E si capisce il perché. Nella società in cui viveva questa gente, regnavano l’orrore, lo sfacelo, leggi mostruose, leggi della giungla. La natura dell’uomo non è divina, è bestiale, Rossi, e, in quel periodo, il Medioevo, questa bestialità trovò la sua più alta espressione, trovò il terreno appropriato in cui il vizio e le bugie crescevano esponenzialmente, a tutto spiano. Questo periodo della nostra storia è stato l’apogeo delle frottole divine. Le si poteva raccontare in tutte le salse e gli stolti ci credevano. In questo ambiente crudele e corrotto, la povertà, il disagio, la disperazione la facevano da padroni, quindi le credenze più assurde. Credere, in mezzo a quella ferinità e miseria, era una vera e propria benedizione.

L’unica consolazione per quella gente era nelle parole, nelle promesse, nella fede, nella fiducia d’un domani più roseo. Ai disperati e agli incolti, qualsiasi favola racconti loro, la prendono per vera, ci credono e, se non altro, dà loro sollievo. Tenendo a mente queste condizioni sociali, era ovvio che la favola di Bogududù avrebbe avuto successo e, perciò, che il mio business prosperasse. Infatti, così è stato, infatti, coi soldi che raccoglievo e i doni e i lasciti che ricevevo, compravo scrittori, scultori, pittori, artisti, geni alla Dante, filosofi alla san Tommaso, pittori alla Giotto, compravo ciechi credenti, bigotti. Di più. Compravo geni di ogni genere e professione; compravo anche ingegneri, architetti, lavoratori, guardie del corpo, guardie dei miei averi, che aumentavano di giorno in giorno e dappertutto. Ogni mio capriccio diventava, in quei favolosi tempi, Rossi, realtà.

Il mio esercito di lavoratori costruiva case palazzi castelli manieri; il mio esercito di soldati (mi sono creato anche questo, senza un esercito guerriero, combattente e bene armato e addestrato, come avrei potuto proteggere i miei averi?), quando non combatteva per me, lo mandavo a combattere per quei signori di turno da cui ottenevo grandi favori, aumentando i miei poteri. Con una fava prendevo due piccioni: tenevo occupati i miei soldati e conquistavo fama e ricchezza.

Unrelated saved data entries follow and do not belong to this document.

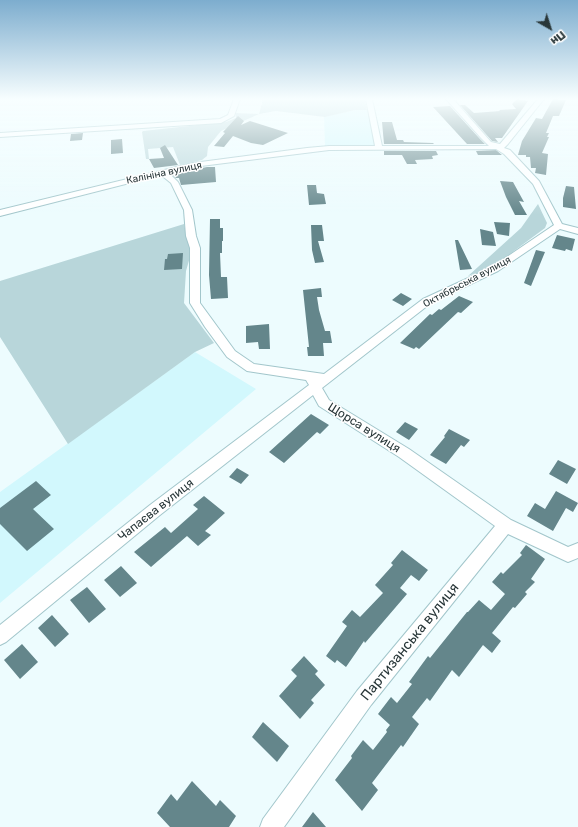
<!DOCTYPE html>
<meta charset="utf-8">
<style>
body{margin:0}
#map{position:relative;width:578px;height:827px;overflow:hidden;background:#edfcfe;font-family:Rubik,sans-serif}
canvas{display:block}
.north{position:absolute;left:530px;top:8px;width:40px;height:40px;-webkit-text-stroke:3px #fff;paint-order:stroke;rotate:141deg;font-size:11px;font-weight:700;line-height:16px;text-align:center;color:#293739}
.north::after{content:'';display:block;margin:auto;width:14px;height:18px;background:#293739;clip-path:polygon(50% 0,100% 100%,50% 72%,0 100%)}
</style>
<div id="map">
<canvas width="578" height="827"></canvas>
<div class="north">Пн</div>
</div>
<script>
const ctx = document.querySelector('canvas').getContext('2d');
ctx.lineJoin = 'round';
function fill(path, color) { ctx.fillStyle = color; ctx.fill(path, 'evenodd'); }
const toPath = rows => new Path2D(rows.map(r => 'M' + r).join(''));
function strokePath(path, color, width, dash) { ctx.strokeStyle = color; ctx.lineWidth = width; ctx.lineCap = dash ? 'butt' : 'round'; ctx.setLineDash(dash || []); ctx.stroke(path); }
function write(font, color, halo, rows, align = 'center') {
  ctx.font = font + ' Rubik,sans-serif'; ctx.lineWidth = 3; ctx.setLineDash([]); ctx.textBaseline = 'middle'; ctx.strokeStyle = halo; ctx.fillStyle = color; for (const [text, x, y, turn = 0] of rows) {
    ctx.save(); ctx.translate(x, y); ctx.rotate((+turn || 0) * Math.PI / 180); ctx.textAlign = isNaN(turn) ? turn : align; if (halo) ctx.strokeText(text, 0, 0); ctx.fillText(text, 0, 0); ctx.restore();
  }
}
fill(toPath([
 [355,110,368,110,377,146,325,146,324,117],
 [195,352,256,389,0,603,0,492]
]), '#d2f8fd');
fill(toPath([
 [263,99,365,99,367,110,355,110,325,117,276,111,259,114,221,131,208,147,207,156,202,160,180,165,173,147,148,149,149,159,146,159,142,132,143,131,226,122,236,118,235,113,259,114],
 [538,204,547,223,545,228,491,268,468,276,521,228],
 [184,224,188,242,192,250,186,271,184,303,214,343,195,352,68,444,0,337,0,281]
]), '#b8d6da');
fill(toPath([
 [517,99,528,101,502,138,495,138,498,142,492,141,460,105,465,105,474,113,500,111,499,110,516,109,512,104],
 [553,99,566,100,559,116,553,116,546,133,549,133,547,137,549,137,542,153,548,154,546,175,535,173,536,168,531,168,530,157,526,157,526,155,518,155,522,141,536,118,542,119],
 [450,106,480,139,485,144,467,144,433,107],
 [238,116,244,121,241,125,250,121,288,133,263,145,251,143,233,136,224,147,214,146,225,133,223,132],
 [382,122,392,122,397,140,403,140,404,142,433,143,434,144,384,144],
 [83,133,82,140,70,141,71,134],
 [122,139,123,153,111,154,111,140],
 [165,145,178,165,154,168,149,159,164,158,160,148],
 [496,150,502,155,478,155,476,151],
 [384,151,436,151,438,155,432,156,433,159,415,160,417,164,407,164,402,155,384,155],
 [207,167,215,167,216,182,181,185,179,178,176,178,172,174],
 [500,181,513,182,524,202,519,201,527,215,515,215,506,197],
 [307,185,316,185,317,193,324,194,326,204,309,205],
 [566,186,574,187,576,209,563,207,563,198],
 [210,219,220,219,220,228,223,228,223,241,222,241,222,253,220,253,221,277,227,277,228,298,211,299,209,275],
 [494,222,510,223,509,236,497,234],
 [311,225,322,225,324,241,318,241,324,262,315,263,312,250],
 [480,229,493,232,496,246,482,245],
 [557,235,575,239,572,251,566,249,565,251,552,248],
 [455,240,458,240,472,269,460,270],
 [536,250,545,252,531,286,524,283],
 [183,253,182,269,164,270,165,259,167,259,168,254],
 [321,288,322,297,317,297,319,310,325,331,330,331,332,343,323,343,324,356,308,356,307,347,309,347,303,290],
 [401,293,412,299,403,306,392,300],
 [459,296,473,302,461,313,458,312,419,349,416,347,414,349,400,343,430,314,432,315,439,309,441,310],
 [269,324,270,349,259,349,258,342,246,343,246,326],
 [311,414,329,425,320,434,317,432,284,463,269,452],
 [405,422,418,429,409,440,396,432],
 [449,429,470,440,464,447,461,445,446,464,430,455,445,437,444,436],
 [558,460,576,469,567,484,549,474],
 [237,468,249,475,241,484,229,477],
 [36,481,51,495,33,509,54,529,27,551,0,524,0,508],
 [556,491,578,503,573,512,566,508,553,531,527,516,535,503,545,509],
 [204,496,225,513,205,531,211,535,198,546,187,536,151,567,134,552,165,527,171,533,198,509,193,505],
 [526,545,545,559,531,579,535,582,525,592,527,594,515,608,513,607,492,633,501,641,492,653,483,645,459,677,452,670,430,701,427,698,412,717,419,724,403,747,401,745,372,783,378,790,362,811,335,780,352,758,351,756,363,740,373,750,387,732,386,730,390,725,378,714,391,697,397,703,412,684,409,682,428,656,430,658,467,612,468,612,479,600,491,610,505,594,492,582,501,572,503,574,522,555,520,553],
 [402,550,428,570,419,581,411,575,400,588,407,594,365,643,364,641,346,667,337,660,335,663,326,656,347,626,342,622,352,610,360,617,383,593,375,585,393,565,391,563],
 [121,566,137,583,120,597,104,580],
 [87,587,106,609,89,623,70,600],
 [52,615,69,634,55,647,38,628],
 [22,644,38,662,20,679,4,660],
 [304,656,318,671,315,674,325,685,311,700,314,703,300,719,279,696,297,676,291,670],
 [263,722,289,746,277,762,252,737],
 [192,781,216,806,220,800,236,816,229,827,170,827,157,813,171,794,177,801],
 [313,812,326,827,302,827]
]), '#64868b');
const minor = toPath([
 [234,99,240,99,234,116,221,123,0,137,0,133,220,119,228,115,234,99],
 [366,99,372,99,382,146,489,146,481,138,446,99,453,99,491,142,500,144,538,99,544,99,508,144,504,148,510,150,539,181,562,224,578,228,578,234,560,229,498,271,431,303,322,388,329,400,409,449,511,520,568,547,578,543,578,558,568,562,508,534,371,705,284,827,260,827,263,819,357,691,495,526,399,457,319,406,313,395,160,515,6,642,0,645,0,625,150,505,309,385,306,380,247,371,227,357,205,327,190,303,190,248,186,236,184,210,171,183,161,175,0,216,0,210,193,163,307,148,329,146,375,146,366,99],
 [496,149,504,154,533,184,554,225,492,267,423,299,324,374,254,364,235,351,200,303,200,248,196,236,192,210,178,182,169,173,193,167,329,150,496,149]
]);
strokePath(minor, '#a2c6cb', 2);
fill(minor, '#fff');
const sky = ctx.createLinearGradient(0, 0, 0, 215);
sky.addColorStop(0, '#7dadce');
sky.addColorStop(0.46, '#f7feff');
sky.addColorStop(1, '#f7feff00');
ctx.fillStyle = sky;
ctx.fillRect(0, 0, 578, 215);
write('10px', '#293739', '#fff', [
 ["Калініна вулиця",164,173,-12],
 ["Октябрьська вулиця",467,282,-28]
]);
write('12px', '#293739', '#fff', [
 ["Щорса вулиця",364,428,32],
 ["Чапаєва вулиця",156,510,-38]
]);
write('14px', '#293739', '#fff', [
 ["Партизанська вулиця",410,642,-51]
]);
</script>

Vivevo ormai in un palazzo di mille camere, disponevo a mio uso e piacere delle donne più belle del paese, di un personale che si addiceva solo a un palazzo come il mio e a un signore come me. Ero potente e riverito e stimato dappertutto. Nessuno mi fermava più. La favola di Bogududù funzionava alla perfezione, grazie a Bogududù.